Bramall was speaking on a panel debate titled 'Adblocking, viewability and the death of mobile advertising?' alongside figures from the publishing, adtech and media agency worlds, at the Guardian Changing Media Summit.
Ad-blocking consumers are not punk, they’re not ill-educated, they’re obviously really frustrated
"From a marketer’s perspective you don’t want to reduce the amount of channels you can use, but I think [ad-blocking] is a great thing," he answered when the moderator, Mary Keane-Dawson, MD of media agency Neo@Ogilvy, asked him why adblocking appealed so much to millennials.
He later claimed that 80% of millennials in Germany have installed adblockers, adding: "They’re not punks [he was speaking after Keane-Dawson had asked rhetorically if ad-blocking was the new punk], they’re not ill-educated, they’re obviously really frustrated."
Adblocking would lead to "interesting opportunities" such as marketers and creatives redefining what their role is, said Bramall, who was by contrast pessimistic about the future of publishers.
He predicted that Facebook and Google would win the future battle with other media owners for advertising dollars.
"They own the platform, they own the distribution, they own the monetisation.
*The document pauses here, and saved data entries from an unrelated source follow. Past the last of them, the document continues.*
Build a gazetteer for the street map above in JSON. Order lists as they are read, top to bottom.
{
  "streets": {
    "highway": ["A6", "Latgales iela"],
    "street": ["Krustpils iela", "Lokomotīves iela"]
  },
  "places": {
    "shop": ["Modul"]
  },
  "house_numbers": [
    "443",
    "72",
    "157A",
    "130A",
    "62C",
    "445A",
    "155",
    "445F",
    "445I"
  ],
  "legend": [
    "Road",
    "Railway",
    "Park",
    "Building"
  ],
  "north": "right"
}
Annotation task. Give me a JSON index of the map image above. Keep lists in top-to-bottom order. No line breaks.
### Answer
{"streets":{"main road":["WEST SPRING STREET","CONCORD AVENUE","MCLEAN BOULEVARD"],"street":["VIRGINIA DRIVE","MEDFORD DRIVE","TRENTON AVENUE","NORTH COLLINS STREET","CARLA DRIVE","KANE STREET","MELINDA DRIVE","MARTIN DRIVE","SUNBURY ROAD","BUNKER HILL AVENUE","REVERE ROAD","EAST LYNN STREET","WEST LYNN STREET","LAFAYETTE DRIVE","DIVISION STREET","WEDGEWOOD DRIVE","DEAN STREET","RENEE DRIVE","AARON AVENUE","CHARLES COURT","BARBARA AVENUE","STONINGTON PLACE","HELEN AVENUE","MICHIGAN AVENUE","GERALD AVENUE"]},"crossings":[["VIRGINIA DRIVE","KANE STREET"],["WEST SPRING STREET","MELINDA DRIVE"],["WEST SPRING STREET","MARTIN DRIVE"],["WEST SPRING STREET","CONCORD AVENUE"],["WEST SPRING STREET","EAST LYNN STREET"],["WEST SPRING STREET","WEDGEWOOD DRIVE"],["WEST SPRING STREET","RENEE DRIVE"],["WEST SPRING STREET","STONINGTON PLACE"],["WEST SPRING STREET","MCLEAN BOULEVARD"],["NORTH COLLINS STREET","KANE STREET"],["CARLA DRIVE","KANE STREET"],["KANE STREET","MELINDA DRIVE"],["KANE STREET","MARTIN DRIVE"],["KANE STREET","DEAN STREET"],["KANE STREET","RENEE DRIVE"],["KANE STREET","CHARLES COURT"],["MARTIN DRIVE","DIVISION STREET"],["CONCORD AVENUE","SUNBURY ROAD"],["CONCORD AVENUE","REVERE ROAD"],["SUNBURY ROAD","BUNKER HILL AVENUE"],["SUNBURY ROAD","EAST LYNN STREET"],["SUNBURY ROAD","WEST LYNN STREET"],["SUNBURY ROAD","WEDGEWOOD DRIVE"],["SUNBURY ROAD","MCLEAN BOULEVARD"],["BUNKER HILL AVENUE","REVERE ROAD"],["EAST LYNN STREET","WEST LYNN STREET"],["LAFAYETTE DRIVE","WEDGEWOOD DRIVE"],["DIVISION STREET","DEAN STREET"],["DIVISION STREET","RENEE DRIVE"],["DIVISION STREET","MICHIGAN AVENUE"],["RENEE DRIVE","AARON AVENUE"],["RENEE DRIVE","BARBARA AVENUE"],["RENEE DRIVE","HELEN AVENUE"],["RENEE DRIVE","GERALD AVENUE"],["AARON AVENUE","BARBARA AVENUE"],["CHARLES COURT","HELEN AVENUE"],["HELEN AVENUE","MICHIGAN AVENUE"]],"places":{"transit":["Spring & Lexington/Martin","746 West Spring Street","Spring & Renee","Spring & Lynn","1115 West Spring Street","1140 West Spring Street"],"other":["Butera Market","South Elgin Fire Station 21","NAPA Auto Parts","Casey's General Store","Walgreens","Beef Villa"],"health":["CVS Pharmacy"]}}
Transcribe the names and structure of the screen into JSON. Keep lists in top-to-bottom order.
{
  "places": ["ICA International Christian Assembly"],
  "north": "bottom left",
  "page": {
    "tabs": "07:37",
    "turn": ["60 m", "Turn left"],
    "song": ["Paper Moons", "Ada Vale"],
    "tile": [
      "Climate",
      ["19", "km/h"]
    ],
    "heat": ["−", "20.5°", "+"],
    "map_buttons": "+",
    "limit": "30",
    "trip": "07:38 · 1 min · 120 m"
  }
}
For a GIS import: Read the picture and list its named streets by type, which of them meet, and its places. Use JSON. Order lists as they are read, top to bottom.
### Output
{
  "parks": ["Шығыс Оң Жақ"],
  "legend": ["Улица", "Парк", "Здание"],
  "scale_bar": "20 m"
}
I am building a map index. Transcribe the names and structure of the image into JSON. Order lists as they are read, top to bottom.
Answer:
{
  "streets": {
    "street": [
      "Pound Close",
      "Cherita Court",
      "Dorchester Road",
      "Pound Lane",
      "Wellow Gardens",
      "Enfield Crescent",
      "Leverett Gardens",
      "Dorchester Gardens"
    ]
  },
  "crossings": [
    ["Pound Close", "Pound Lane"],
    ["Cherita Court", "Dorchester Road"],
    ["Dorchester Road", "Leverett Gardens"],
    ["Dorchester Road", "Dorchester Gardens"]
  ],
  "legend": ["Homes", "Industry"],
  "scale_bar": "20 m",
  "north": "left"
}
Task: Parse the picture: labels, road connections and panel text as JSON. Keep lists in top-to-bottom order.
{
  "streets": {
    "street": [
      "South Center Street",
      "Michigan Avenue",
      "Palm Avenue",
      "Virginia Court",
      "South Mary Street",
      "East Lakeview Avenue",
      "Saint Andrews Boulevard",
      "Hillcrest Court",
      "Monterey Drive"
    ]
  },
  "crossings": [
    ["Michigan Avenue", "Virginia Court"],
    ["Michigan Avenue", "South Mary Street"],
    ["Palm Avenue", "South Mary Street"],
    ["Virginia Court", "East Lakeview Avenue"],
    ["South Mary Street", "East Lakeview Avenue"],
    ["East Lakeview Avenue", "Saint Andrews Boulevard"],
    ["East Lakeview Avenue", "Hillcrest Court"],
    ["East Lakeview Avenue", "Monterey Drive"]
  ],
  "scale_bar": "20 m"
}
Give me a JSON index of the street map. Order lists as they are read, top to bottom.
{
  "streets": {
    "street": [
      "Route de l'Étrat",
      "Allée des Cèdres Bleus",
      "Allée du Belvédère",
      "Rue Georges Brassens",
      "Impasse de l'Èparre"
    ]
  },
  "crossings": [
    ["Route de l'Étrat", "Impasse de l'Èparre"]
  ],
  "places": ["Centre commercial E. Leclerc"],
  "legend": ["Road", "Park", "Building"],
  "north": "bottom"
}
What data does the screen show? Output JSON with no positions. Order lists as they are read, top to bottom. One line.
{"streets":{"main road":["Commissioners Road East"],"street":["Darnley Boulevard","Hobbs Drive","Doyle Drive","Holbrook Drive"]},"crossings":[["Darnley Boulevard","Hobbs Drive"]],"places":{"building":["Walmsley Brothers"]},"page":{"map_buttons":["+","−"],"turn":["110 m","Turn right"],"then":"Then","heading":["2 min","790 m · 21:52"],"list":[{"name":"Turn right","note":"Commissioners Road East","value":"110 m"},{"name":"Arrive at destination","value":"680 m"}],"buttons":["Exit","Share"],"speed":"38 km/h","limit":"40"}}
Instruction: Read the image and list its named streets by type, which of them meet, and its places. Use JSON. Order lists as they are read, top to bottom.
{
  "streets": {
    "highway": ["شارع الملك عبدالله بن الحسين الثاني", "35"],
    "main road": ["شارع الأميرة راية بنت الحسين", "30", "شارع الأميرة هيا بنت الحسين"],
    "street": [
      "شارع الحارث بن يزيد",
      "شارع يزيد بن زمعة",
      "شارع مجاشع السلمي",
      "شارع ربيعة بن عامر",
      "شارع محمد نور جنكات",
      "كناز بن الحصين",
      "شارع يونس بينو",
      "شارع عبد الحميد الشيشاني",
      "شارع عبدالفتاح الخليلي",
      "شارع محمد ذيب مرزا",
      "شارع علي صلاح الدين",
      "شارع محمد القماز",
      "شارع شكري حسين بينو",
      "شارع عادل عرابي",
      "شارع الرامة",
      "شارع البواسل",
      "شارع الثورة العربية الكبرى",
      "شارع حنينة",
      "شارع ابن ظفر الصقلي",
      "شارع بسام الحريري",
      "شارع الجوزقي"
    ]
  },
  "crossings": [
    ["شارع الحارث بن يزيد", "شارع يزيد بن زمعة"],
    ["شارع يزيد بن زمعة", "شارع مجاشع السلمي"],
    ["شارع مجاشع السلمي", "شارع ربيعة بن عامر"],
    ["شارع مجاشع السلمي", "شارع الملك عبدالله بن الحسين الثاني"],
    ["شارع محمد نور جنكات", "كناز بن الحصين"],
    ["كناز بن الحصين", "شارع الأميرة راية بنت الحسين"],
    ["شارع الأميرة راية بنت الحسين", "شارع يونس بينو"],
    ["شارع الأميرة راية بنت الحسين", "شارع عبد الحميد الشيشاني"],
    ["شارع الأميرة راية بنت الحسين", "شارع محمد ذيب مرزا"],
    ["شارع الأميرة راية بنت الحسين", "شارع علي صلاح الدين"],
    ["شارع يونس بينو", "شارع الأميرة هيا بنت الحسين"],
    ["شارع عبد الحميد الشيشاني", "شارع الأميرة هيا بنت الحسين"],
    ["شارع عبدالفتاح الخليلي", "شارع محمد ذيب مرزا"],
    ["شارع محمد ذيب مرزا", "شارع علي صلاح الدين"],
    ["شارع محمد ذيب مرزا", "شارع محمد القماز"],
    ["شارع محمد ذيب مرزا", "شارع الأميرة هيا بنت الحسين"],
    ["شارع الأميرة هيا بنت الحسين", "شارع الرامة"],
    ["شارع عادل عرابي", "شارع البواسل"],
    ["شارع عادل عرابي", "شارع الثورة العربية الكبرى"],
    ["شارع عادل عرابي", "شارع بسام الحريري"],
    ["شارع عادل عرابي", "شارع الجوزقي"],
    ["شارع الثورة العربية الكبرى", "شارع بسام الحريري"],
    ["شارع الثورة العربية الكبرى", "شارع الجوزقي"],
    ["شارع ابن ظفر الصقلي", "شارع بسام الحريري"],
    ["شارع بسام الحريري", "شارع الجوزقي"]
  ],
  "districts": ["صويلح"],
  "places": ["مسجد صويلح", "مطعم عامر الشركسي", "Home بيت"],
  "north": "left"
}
Ad-blocking in the mobile browser is a bit of a red herring. The real ad blocker is Facebook. I think [in talking about] mobile browsing it feels like [publishers] are being distracted from the true problem, that Facebook and their like are potentially blocking routes to market."
With the final question to the panel being what they thought their world would look like five years from now, Bramall went for an optimistic view of a world without advertising.
"If I put my consumer hat on, in five years it would be great to think that the term advertising is dead, that advertising doesn’t exist, that there’s a rich symbiosis between brands and consumers, and that there’s a level of engagement that’s just free and fluid, timely, relevant and frictionless."